French lawmakers have called on the government to bring fully to light the circumstances in which RFI journalists Ghislaine Dupont and Claude Verlon died, nearly six years to the day after they were killed.

The two were abducted and shot dead by armed men in Kidal, northern Mali, on 2 November 2013. The murders were claimed by Al Qaida in the Islamic Maghreb (AQIM). Two of the alleged killers are still on the run.

Despite the various investigations carried out since then, and the pledge by former president François Hollande that all relevant secret defence documents would be declassified, little has come out because the released information was heavily redacted.

Now Les Républicains MP Didier Quentin has written to Foreign Minister Jean-Yves Le Drian, the Defence Minister at the time, to ask him what steps he intends to take with his successor Florence Parly to break the silence.

Communist Party senator Pierre Laurent submitted a written question to Parly calling on her to detail what action the authorities are planning to reveal the full facts.

Parly and Le Drian now have two months to provide a reply.

Another MP has also said he intends to press the Defence Minister on the issue during the next question time session in Parliament.

An RFI investigation published in July highlighted a number of discrepancies between the government's official version of a failed hostage-taking operation and several witnesses' accounts that French special forces had chased the abductors, leading somehow to the killing of our colleagues.

Neither the Defence Ministry nor the army chief of staff has yet reacted to the the information unearthed by RFI.

This week in New York,  at the opening of an exhibition of drawings organised at the UN headquarters ahead of the International Day to End Impunity for Crimes against Journalists

Ghislaine's mother Marie-Solange Poinsot, 89, called for transparency from the French authorities.

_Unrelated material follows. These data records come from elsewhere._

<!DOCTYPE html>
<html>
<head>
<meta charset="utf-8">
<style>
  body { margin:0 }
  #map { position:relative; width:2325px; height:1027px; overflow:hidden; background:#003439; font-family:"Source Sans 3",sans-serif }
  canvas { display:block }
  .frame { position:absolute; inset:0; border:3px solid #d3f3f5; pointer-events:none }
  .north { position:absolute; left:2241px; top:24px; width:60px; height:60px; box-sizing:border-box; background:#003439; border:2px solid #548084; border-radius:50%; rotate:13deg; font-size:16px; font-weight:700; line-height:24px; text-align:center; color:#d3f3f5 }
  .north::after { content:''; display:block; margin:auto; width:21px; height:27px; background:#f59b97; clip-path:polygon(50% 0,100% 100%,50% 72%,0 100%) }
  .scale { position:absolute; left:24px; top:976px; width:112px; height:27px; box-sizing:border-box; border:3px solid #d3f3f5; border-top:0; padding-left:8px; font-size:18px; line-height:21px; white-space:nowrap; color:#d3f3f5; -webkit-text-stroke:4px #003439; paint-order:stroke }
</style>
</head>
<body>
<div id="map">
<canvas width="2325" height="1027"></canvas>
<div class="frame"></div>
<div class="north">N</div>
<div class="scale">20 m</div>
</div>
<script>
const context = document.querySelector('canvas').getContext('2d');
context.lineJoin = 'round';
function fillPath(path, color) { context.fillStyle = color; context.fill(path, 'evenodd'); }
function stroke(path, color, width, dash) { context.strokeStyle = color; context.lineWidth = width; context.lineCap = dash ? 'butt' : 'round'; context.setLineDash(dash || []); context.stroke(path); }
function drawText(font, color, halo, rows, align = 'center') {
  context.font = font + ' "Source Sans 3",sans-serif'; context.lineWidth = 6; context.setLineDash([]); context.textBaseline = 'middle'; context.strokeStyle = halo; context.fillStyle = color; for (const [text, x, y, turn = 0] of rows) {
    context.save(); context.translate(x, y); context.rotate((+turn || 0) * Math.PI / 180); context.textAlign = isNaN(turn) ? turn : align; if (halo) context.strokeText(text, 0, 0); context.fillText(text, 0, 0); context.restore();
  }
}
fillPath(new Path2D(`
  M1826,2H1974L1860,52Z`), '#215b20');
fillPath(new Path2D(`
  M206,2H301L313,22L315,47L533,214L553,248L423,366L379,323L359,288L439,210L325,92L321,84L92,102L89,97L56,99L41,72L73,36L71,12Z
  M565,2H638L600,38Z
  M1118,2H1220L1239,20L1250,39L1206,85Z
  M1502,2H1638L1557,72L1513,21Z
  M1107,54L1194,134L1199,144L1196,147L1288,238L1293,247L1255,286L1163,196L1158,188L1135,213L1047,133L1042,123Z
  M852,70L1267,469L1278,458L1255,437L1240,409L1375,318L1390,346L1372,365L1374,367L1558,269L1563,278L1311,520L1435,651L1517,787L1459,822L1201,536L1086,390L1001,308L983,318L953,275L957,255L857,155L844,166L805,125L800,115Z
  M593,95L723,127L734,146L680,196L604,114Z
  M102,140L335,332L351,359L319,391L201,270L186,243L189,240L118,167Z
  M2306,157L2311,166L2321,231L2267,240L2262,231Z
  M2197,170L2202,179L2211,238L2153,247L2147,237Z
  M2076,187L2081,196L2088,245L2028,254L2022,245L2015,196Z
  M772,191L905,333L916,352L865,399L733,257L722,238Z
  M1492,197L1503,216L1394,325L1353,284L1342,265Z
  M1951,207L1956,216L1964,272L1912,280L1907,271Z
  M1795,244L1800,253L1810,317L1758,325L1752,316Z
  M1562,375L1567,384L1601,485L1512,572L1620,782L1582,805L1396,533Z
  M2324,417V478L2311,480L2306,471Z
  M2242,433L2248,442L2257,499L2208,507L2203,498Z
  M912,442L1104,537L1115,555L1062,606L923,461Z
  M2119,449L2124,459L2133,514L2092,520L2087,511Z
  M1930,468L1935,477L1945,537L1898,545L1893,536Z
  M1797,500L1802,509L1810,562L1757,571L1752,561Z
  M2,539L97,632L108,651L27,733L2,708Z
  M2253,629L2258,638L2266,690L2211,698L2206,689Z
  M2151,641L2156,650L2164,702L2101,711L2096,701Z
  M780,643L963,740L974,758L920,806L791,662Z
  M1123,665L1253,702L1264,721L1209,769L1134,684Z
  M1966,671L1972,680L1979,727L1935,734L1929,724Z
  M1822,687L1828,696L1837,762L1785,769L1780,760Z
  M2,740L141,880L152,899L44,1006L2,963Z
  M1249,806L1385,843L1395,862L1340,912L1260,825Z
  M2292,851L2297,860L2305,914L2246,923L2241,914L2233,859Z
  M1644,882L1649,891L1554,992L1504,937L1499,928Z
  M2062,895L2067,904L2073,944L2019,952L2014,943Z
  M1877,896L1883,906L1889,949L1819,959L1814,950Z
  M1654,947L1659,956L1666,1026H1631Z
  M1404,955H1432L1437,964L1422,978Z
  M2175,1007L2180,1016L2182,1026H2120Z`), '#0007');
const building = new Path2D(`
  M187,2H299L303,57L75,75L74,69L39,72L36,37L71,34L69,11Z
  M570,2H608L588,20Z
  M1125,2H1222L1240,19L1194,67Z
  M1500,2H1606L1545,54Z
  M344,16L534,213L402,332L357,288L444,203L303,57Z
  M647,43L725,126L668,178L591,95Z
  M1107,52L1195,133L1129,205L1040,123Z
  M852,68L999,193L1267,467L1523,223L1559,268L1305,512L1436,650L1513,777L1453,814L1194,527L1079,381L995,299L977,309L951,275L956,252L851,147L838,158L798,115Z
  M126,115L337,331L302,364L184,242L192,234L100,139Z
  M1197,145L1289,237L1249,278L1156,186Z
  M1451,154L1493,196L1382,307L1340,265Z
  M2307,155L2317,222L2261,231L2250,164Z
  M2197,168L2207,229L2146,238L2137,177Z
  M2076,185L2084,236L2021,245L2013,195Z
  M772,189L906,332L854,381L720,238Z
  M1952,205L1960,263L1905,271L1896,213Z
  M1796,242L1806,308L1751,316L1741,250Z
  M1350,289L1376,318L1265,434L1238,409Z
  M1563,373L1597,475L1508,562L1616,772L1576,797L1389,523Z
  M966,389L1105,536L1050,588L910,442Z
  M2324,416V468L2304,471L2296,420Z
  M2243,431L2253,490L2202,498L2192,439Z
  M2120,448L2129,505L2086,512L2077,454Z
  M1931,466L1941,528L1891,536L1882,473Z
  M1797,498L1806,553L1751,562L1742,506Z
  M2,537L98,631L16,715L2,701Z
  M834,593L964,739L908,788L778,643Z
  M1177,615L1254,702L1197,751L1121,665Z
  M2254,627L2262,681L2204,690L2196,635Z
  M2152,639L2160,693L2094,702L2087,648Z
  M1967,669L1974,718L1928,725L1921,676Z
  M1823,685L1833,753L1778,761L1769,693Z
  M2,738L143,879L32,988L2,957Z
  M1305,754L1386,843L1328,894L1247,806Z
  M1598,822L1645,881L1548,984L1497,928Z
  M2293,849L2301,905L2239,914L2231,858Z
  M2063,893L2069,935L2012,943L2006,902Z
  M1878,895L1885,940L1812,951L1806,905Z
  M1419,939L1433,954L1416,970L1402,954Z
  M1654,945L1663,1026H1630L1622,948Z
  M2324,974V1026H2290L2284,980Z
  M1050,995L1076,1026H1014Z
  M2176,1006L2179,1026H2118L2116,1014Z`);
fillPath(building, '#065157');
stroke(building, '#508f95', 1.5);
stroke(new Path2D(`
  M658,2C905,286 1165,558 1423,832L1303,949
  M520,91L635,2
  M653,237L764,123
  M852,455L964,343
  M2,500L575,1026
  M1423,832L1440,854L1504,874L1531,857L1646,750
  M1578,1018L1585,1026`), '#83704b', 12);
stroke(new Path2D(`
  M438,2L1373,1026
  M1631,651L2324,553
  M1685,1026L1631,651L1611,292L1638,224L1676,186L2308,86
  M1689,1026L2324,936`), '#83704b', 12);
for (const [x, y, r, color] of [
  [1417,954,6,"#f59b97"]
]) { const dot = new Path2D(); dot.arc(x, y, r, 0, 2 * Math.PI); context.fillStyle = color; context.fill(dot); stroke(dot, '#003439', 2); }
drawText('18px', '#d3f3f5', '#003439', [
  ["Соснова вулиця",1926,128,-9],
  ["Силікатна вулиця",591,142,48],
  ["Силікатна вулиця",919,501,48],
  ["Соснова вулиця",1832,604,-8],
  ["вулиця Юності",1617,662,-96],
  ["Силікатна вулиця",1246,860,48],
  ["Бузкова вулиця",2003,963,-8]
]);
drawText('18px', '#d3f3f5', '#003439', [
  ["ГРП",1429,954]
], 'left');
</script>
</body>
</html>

She said she is convinced that “the army holds the truth".

"For six years, we have been waiting for the truth," she added. "It will not give them back, but maybe we'll be a little quieter."

The UN Special Rapporteur on extrajudicial executions, Agnès Callamard, who investigated the murder of Saudi journalist Jamal Khashoggi, said "impunity in France is unacceptable".

"Impunity is what poisons our societies," she said, adding that it was imperative to know "the circumstances of the murder of Ghislaine and Claude, who was present during and after, who failed in his duty and who sought to hide the truth from families".